## Work order
With the images set aside, retype every record below character for character.

Dataset entries

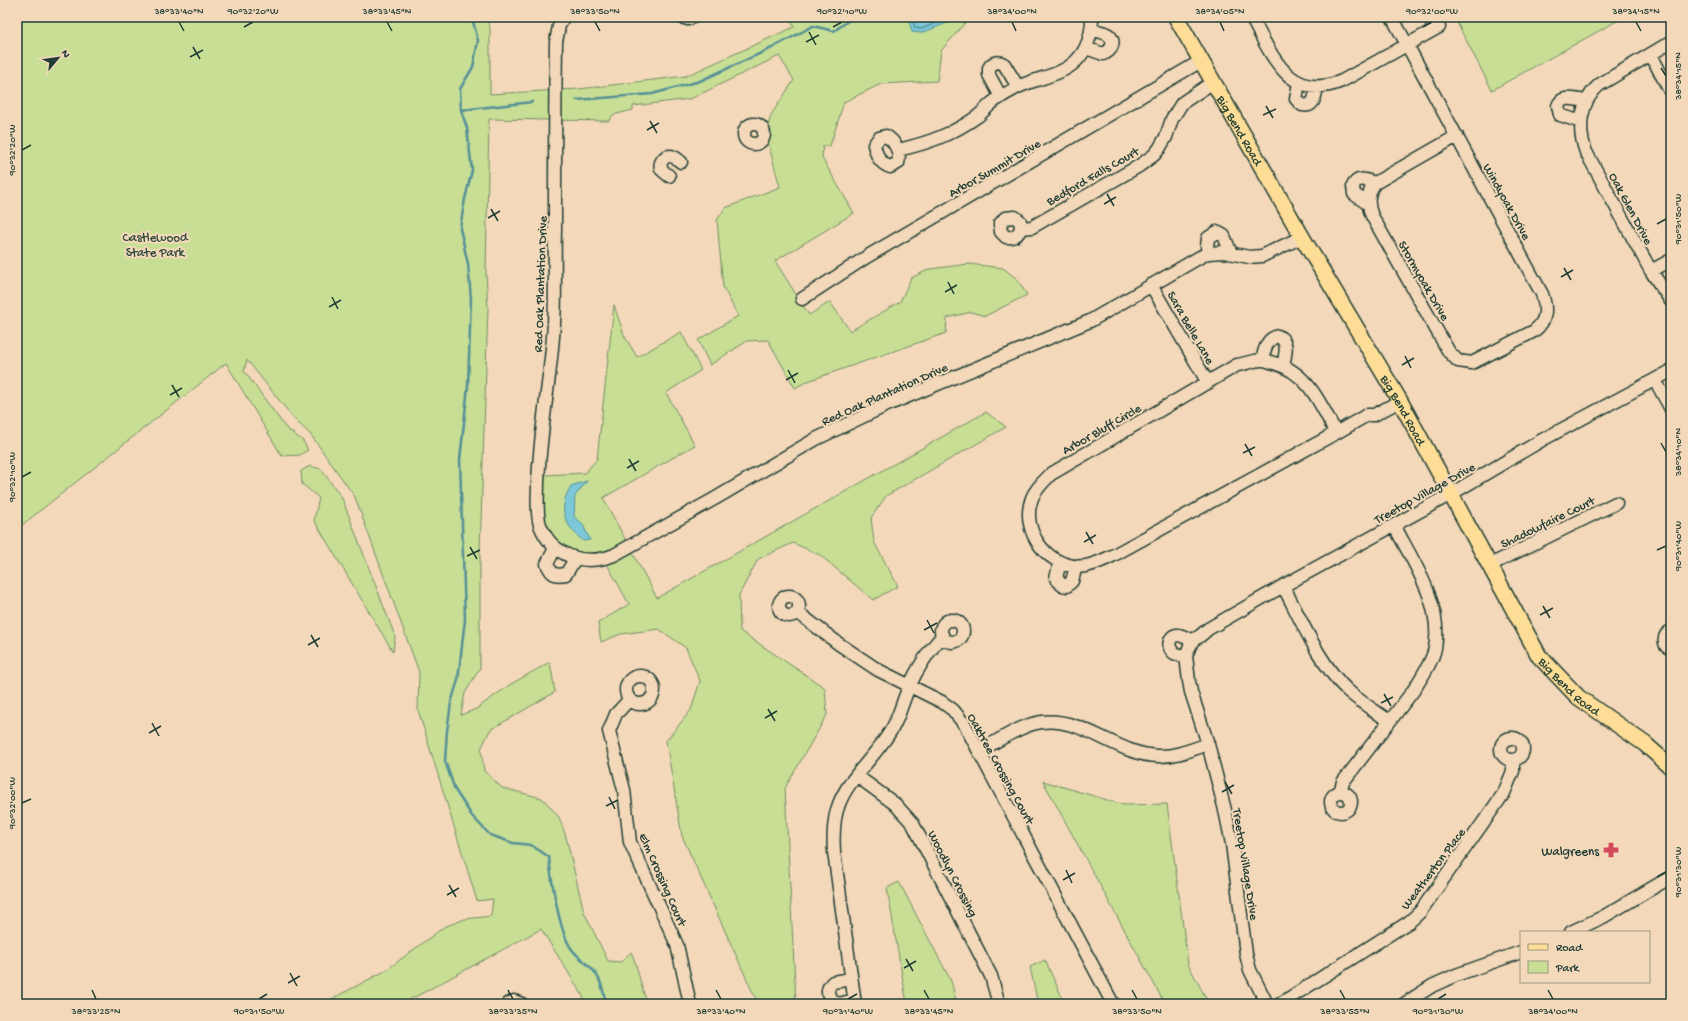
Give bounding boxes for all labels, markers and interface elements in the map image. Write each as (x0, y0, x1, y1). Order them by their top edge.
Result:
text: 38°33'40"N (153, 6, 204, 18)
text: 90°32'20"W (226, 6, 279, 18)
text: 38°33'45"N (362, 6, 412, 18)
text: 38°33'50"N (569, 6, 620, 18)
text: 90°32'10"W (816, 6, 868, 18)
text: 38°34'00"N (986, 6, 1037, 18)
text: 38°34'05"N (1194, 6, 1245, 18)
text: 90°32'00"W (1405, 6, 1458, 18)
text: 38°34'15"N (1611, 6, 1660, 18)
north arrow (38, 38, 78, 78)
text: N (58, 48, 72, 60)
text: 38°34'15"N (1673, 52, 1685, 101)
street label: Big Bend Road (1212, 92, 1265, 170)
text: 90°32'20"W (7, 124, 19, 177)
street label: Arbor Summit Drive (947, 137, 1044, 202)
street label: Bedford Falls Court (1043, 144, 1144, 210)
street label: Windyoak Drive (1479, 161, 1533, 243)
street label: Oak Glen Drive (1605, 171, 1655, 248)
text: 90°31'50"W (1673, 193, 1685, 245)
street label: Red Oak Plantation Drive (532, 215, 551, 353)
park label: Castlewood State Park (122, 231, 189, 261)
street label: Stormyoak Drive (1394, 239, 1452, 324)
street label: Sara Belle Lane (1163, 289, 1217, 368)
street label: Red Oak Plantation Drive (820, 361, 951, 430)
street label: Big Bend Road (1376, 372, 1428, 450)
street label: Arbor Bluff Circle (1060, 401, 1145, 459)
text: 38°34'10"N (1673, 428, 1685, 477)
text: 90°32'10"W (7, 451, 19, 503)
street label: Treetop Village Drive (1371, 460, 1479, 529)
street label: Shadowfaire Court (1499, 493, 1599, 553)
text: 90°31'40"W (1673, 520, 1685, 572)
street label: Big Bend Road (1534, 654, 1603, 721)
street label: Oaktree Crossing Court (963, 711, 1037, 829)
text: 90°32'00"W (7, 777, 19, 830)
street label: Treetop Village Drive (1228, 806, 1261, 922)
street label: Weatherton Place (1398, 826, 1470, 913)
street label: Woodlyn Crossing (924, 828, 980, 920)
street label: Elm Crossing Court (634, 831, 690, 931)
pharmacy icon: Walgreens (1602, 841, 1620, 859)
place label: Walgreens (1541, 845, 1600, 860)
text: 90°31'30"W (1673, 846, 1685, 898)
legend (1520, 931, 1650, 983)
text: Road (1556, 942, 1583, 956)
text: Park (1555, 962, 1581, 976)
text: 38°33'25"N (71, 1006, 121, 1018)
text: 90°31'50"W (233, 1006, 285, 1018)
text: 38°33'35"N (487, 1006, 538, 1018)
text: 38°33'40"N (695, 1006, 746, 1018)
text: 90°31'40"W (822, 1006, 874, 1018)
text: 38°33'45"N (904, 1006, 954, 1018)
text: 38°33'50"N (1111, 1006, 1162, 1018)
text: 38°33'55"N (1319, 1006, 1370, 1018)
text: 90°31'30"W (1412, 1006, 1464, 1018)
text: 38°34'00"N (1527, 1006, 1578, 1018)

## Exercise response
Give bounding boxes for all labels, markers and interface elements in the map image. Write each as (x0, y0, x1, y1). Order them by their top edge.
Result:
text: 38°33'40"N (153, 6, 204, 18)
text: 90°32'20"W (226, 6, 279, 18)
text: 38°33'45"N (362, 6, 412, 18)
text: 38°33'50"N (569, 6, 620, 18)
text: 90°32'10"W (816, 6, 868, 18)
text: 38°34'00"N (986, 6, 1037, 18)
text: 38°34'05"N (1194, 6, 1245, 18)
text: 90°32'00"W (1405, 6, 1458, 18)
text: 38°34'15"N (1611, 6, 1660, 18)
north arrow (38, 38, 78, 78)
text: N (58, 48, 72, 60)
text: 38°34'15"N (1673, 52, 1685, 101)
street label: Big Bend Road (1212, 92, 1265, 170)
text: 90°32'20"W (7, 124, 19, 177)
street label: Arbor Summit Drive (947, 137, 1044, 202)
street label: Bedford Falls Court (1043, 144, 1144, 210)
street label: Windyoak Drive (1479, 161, 1533, 243)
street label: Oak Glen Drive (1605, 171, 1655, 248)
text: 90°31'50"W (1673, 193, 1685, 245)
street label: Red Oak Plantation Drive (532, 215, 551, 353)
park label: Castlewood State Park (122, 231, 189, 261)
street label: Stormyoak Drive (1394, 239, 1452, 324)
street label: Sara Belle Lane (1163, 289, 1217, 368)
street label: Red Oak Plantation Drive (820, 361, 951, 430)
street label: Big Bend Road (1376, 372, 1428, 450)
street label: Arbor Bluff Circle (1060, 401, 1145, 459)
text: 38°34'10"N (1673, 428, 1685, 477)
text: 90°32'10"W (7, 451, 19, 503)
street label: Treetop Village Drive (1371, 460, 1479, 529)
street label: Shadowfaire Court (1499, 493, 1599, 553)
text: 90°31'40"W (1673, 520, 1685, 572)
street label: Big Bend Road (1534, 654, 1603, 721)
street label: Oaktree Crossing Court (963, 711, 1037, 829)
text: 90°32'00"W (7, 777, 19, 830)
street label: Treetop Village Drive (1228, 806, 1261, 922)
street label: Weatherton Place (1398, 826, 1470, 913)
street label: Woodlyn Crossing (924, 828, 980, 920)
street label: Elm Crossing Court (634, 831, 690, 931)
pharmacy icon: Walgreens (1602, 841, 1620, 859)
place label: Walgreens (1541, 845, 1600, 860)
text: 90°31'30"W (1673, 846, 1685, 898)
legend (1520, 931, 1650, 983)
text: Road (1556, 942, 1583, 956)
text: Park (1555, 962, 1581, 976)
text: 38°33'25"N (71, 1006, 121, 1018)
text: 90°31'50"W (233, 1006, 285, 1018)
text: 38°33'35"N (487, 1006, 538, 1018)
text: 38°33'40"N (695, 1006, 746, 1018)
text: 90°31'40"W (822, 1006, 874, 1018)
text: 38°33'45"N (904, 1006, 954, 1018)
text: 38°33'50"N (1111, 1006, 1162, 1018)
text: 38°33'55"N (1319, 1006, 1370, 1018)
text: 90°31'30"W (1412, 1006, 1464, 1018)
text: 38°34'00"N (1527, 1006, 1578, 1018)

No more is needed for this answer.